In a patient who has a new tumor at a distant site, if it’s something that I think is really a new tumor, then I like to reset the clock for that patient and start treating it as a brand new single site, if it’s possible to do that. Now, this is reading between the lines in what the guidelines are and what recommendations are, but it’s very important to know that a TACE failure or a treatment failure is because it’s a real failure, not a miss.

Richard S. Finn, MD: In your opinion, when does someone transition from locoregional therapy to systemic therapy outside of metastatic disease? Intrahepatic progression, when would you say to your colleague or to the patient, “I can’t help you anymore”?

Richard H. Marshall, MD: This is a complex question. I think 2 TACE failures is, certainly, a good time to move to systemic therapy, but it depends on multiple things.

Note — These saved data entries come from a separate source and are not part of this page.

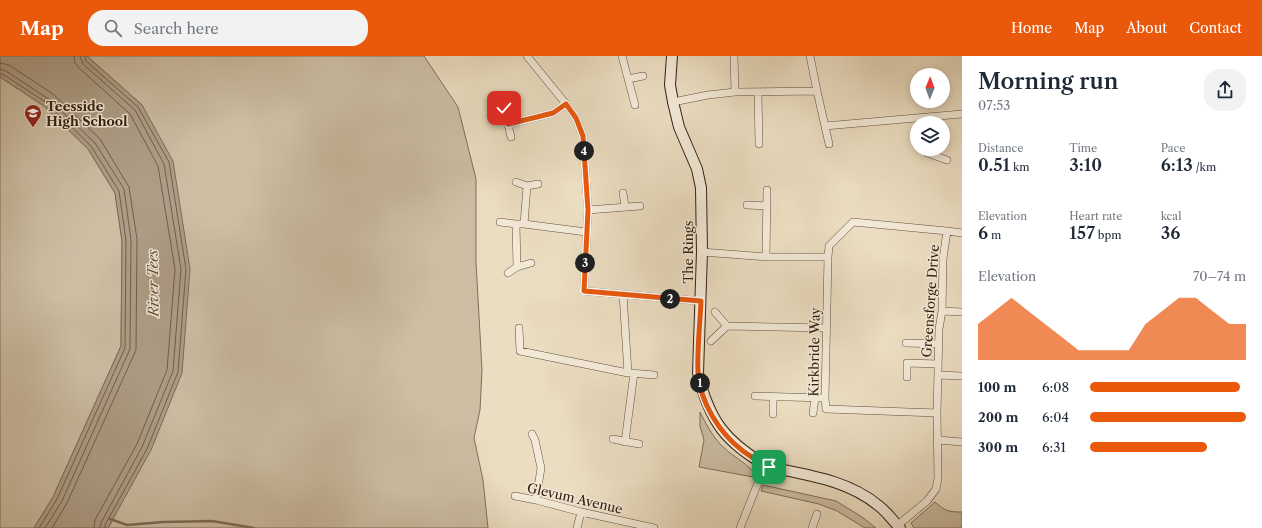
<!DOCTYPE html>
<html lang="en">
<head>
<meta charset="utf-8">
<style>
  :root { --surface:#fff; --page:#f2f2f3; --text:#1f2937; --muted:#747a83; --accent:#ea580c }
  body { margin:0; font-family:"Libre Caslon Text",serif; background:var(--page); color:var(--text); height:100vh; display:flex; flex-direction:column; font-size:15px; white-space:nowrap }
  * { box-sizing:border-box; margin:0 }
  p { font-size:13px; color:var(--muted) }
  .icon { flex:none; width:22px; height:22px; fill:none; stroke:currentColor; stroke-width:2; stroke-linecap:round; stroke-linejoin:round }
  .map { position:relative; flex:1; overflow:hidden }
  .sheet { display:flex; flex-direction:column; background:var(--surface); width:300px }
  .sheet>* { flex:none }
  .needle { width:26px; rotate:1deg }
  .controls { position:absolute; left:910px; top:12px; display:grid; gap:8px }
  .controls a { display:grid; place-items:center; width:40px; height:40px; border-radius:50%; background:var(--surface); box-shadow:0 2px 10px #0003; font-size:20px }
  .pin { position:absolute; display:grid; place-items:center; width:34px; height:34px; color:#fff; margin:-17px; border-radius:8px; box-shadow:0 2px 6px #0006 }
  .km { position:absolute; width:20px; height:20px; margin:-10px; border-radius:50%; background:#222; color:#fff; font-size:11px; line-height:20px; text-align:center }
  .round { display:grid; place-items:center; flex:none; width:42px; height:42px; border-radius:16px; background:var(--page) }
  .head { display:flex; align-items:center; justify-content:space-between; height:68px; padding:0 16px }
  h1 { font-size:22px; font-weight:600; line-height:30px }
  .metrics { display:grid; grid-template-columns:repeat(3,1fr); gap:6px; height:68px; padding:4px 16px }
  .metrics div { display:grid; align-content:center }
  .metrics b { font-size:17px; font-weight:600 }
  .metrics small { font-size:11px; font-weight:400 }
  .metrics p { font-size:11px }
  .chart { height:112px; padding:8px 16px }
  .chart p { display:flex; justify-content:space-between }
  .chart svg { width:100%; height:72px; margin-top:4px; fill:var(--accent); opacity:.7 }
  ul { padding:0 16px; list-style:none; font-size:13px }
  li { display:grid; grid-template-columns:64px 48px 1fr; align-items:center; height:30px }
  li i { height:10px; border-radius:5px; background:var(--accent) }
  header { display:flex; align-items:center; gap:24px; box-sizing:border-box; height:56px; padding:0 20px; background:var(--accent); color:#fff }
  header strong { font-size:19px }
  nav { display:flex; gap:22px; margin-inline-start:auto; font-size:14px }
  .search { width:280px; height:36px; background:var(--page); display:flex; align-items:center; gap:10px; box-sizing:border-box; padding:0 14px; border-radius:16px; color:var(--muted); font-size:15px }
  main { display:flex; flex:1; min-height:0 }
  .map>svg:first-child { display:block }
  .green { fill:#ccbda3; stroke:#806e5b }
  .water { fill:#ad9d86; stroke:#7d6b58 }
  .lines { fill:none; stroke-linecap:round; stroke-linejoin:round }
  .shore { stroke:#705e4c; stroke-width:1 }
  .stream { stroke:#7d6b58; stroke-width:2.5 }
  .street-casing { stroke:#624f3e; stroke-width:8 }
  .secondary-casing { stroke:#342013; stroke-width:12 }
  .street { stroke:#f2e9d7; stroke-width:7 }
  .secondary { stroke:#f2e9d7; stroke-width:10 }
  .route-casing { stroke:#fff; stroke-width:8 }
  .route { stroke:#ea580c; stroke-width:5 }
  .labels { text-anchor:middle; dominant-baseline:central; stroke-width:3; stroke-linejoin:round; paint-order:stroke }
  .poi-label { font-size:13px; font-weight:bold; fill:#342013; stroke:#f2e9d7; text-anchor:start }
  .street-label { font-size:13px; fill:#342013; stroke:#f2e9d7 }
  .water-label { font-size:14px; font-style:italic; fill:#5e4c3b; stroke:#f2e9d7 }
</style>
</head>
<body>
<header>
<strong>Map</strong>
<div class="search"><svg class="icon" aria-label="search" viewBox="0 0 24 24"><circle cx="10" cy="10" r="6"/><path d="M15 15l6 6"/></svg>Search here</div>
<nav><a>Home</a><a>Map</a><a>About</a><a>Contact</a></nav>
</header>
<main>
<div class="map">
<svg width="962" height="472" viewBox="0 0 962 472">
  <rect width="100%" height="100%" fill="#ebddc1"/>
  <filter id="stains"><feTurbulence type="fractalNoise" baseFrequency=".005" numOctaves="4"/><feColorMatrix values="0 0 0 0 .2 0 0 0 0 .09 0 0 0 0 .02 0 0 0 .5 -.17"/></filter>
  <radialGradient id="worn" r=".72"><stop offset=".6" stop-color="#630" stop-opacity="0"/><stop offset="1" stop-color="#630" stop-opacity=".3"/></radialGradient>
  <path class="green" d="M87,0h337l34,51 18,72v83l6,108 -2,40 -6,28 9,42 5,48h-380l5,-8 29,-415z
    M0,21l44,29 44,43 27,44 7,48 -1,105 -68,151 -19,31h-34z
    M700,356c6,12 12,23 20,32 10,11 24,17 34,28l-1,5 -54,-10 5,-27 -4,-14z
    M763,429l73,16 26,16 14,11h-11l-28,-17 -18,-7 -58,-13z
    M935,446c10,9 13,10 27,10v16h-48l-3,-5z"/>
  <path class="water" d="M0,0h87l55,49 31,56 17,108 -8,104 -31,77 -43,78h-74l19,-31 68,-151 1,-105 -7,-48 -27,-44 -44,-43 -44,-29z"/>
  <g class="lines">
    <path class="shore" d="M74,0l1,7 4,5 51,46 28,52 17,103 -8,101 -30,74 -42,76 -1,8
      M80,0l3,8 52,46 29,54 17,105 -8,102 -31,76 -41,76 -1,5
      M85,0l1,5 52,46 31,55 17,107 -8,103 -31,77 -42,76v3
      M0,7l9,2 44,29 47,45 29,48 8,52 -1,111 -69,153 -15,25
      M0,13l6,2 44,29 45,43 29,46 7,51 -1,109 -68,152 -17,27
      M0,18l4,1 43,28 44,43 28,45 7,49 -1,108 -68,151 -18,29"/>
    <path class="stream" d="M110,463l17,6 36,-3 49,-1 42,7"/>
    <defs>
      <path id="street" d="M527,0l39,48 10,14 7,18 5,74 -4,81 117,10
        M622,0l13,49
        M734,0l1,36
        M810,0l7,35
        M628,23l15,-3
        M758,37l1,51
        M673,46l35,-7 27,-3 82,-1 12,53
        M504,52l7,29
        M508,68l45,-11 13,-9
        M825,70l137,-12
        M926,93l1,4 20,7
        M516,126l11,4 -3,38
        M527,130l11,-2
        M623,137l2,13
        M747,149l20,1
        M588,154l52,-4
        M500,166l16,2h8l62,8
        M947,175l15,2
        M702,196l64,5h62l1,-11 24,-24 94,9 -4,28 -1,52 -3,18 -2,84 1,65 -2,11 -9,12 -29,24
        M766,201l1,-67
        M828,201l-3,141 1,11 111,4
        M517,211l14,-4
        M508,217l9,-6 -1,-43
        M942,255l20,1
        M715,256l12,14
        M519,272l1,23 108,22 -5,-79
        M711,285l16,-15 99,2
        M906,287l33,1
        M630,317l24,2
        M938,319l24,1
        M907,321v-14l31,1
        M755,340l70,2
        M773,341v17
        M813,357l2,-15
        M532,378l3,6 6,28 -5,32
        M613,383l26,5
        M938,384l24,2
        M625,386l9,-69
        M515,440l21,4 45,12 73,16
        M577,472l4,-16
        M740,472l25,-63
        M812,472l5,-14"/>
      <path id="secondary" d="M672,0l-2,29 3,17 6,25 18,42 4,19 1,64 -4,121c11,48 28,70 71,94 38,8 79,13 110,39 8,6 14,15 21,22"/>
    </defs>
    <use href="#street" class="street-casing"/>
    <use href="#secondary" class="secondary-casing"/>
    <use href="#street" class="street"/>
    <use href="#secondary" class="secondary"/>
  </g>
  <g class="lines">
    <defs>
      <path id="route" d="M504,52l4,16 45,-11 13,-9 10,14 7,18 5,74 -4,81 117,10c-1,24 -4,48 -3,71 2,30 21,61 45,79 8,6 17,11 26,16"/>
    </defs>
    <use href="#route" class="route-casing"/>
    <use href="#route" class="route"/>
  </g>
  <defs>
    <symbol id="school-pin" viewBox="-11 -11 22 30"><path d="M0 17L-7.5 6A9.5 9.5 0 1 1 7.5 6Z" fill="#8f2418" stroke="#f2e9d7"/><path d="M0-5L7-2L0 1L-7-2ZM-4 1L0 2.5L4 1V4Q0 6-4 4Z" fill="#fff"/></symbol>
  </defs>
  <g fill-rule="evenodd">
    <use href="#school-pin" x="23" y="47" width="20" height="27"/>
  </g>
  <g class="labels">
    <g class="poi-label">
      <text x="46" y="50">Teesside<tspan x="46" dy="15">High School</tspan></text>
    </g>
    <g class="street-label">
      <text transform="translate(688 196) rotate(-90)">The Rings</text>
      <text transform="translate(930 245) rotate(-86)">Greensforge Drive</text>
      <text transform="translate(814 296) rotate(-89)">Kirkbride Way</text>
      <text transform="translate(575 442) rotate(13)">Glevum Avenue</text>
    </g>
    <g class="water-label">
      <text transform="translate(153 227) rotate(-91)">River Tees</text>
    </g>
  </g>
  <rect width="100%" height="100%" filter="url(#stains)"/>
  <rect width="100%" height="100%" fill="url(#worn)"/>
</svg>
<div class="controls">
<a><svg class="needle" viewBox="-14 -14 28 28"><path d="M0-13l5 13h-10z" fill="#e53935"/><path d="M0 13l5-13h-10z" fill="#747a83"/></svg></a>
<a><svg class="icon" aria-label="layers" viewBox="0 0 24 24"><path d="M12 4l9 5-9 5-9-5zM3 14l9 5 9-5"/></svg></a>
</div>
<div class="pin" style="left:769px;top:411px;background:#1e9e55"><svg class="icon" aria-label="arrive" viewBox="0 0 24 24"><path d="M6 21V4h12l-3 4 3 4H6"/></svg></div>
<div class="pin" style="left:504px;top:52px;background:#d93025"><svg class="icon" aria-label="check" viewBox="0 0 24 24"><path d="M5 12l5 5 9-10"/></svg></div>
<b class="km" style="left:700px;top:327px">1</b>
<b class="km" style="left:670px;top:243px">2</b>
<b class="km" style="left:585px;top:207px">3</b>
<b class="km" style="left:584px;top:95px">4</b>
</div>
<section class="sheet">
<div class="head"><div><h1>Morning run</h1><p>07:53</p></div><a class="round"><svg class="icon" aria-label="share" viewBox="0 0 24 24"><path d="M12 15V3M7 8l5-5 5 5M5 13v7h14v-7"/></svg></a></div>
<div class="metrics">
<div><p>Distance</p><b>0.51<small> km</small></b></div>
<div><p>Time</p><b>3:10</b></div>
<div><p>Pace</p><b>6:13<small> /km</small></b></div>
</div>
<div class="metrics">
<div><p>Elevation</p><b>6<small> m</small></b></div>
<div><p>Heart rate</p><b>157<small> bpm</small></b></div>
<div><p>kcal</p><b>36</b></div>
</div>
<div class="chart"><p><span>Elevation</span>70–74 m</p>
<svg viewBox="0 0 160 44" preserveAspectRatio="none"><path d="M0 44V22L10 14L20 6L30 14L40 22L50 30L60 38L70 38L80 38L90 38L100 22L110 14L120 6L130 6L140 14L150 22L160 22V44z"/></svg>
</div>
<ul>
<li><b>100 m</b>6:08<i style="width:96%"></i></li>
<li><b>200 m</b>6:04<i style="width:100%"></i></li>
<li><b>300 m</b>6:31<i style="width:75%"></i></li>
</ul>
</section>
</main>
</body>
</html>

If this is a patient who has got really good liver function and could still stand another treatment, and the tumor biology is good, then it may be time to have a discussion with that patient and say, “I would like to offer you this additional therapy. This is not what I typically do, but given that you have good liver function and very good tumor biology, I think we have some time to do this.” However, there are other patients with bad tumor biology that we know are not going to respond to TACE very well.

Richard S. Finn, MD: Let’s be a little more specific. Bad tumor biology?

Richard H. Marshall, MD: Patients who don’t respond to 2 TACE procedures, I consider that bad tumor biology, provided the procedure has gone very well.

Richard S. Finn, MD: What about vascular invasion? This is where I see a knowledge gap in the community, and, obviously, there’s a lot of opinion and debate. A patient has a tumor that’s in the liver, but now it’s progressing into the portal vein. Is that a patient in whom you ask, “You need more locoregional therapy?” or do you say, “We need to put you on systemic treatment”?

Richard H. Marshall, MD: That’s a patient who I’m going to give systemic treatment to fairly quickly. There’s not a whole lot that I can do to control that portal vein invasion. Again, we need to use our diagnostic radiologists to define these things prior to starting treatment or immediately after treatments. It’s imperative that we look at these signs—nodularity around the periphery of the tumors, invasion into vascular structures, intrahepatic metastases—to help triage these patients into better treatments.